##### SUPPLIED RECORDS #####

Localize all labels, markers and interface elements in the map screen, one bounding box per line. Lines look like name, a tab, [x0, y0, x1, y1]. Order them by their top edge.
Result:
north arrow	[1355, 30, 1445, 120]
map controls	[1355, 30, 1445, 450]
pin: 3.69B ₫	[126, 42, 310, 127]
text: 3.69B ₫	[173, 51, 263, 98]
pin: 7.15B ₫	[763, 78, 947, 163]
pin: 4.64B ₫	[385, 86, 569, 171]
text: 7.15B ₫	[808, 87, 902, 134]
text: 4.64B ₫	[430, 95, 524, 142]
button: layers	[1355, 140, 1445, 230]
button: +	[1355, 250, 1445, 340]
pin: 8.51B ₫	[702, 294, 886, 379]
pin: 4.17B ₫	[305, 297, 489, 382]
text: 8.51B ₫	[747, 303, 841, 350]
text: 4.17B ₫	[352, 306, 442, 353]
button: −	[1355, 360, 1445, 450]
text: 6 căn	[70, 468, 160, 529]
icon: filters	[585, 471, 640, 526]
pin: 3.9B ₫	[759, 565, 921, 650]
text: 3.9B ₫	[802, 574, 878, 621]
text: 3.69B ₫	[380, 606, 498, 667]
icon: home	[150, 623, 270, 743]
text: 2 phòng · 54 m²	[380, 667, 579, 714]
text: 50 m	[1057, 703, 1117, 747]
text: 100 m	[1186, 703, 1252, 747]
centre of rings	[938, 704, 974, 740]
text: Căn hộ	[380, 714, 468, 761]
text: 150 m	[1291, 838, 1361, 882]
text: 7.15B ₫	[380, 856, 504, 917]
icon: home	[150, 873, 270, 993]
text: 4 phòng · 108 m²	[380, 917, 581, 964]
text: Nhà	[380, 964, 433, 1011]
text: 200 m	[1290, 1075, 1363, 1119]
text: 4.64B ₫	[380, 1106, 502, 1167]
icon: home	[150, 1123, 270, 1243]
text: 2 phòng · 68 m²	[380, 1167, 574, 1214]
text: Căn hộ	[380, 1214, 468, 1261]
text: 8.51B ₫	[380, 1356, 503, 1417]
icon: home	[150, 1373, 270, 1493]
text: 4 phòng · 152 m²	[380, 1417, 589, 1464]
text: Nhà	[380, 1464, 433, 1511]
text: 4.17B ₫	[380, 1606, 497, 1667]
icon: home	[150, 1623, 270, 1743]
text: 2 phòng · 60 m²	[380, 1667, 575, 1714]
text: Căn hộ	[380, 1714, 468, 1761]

#####

WORK TO COMPLETE:
In the data above, how many lines contain the string "home"? Answer with the number only.

REPLY TO THE EXERCISE:
5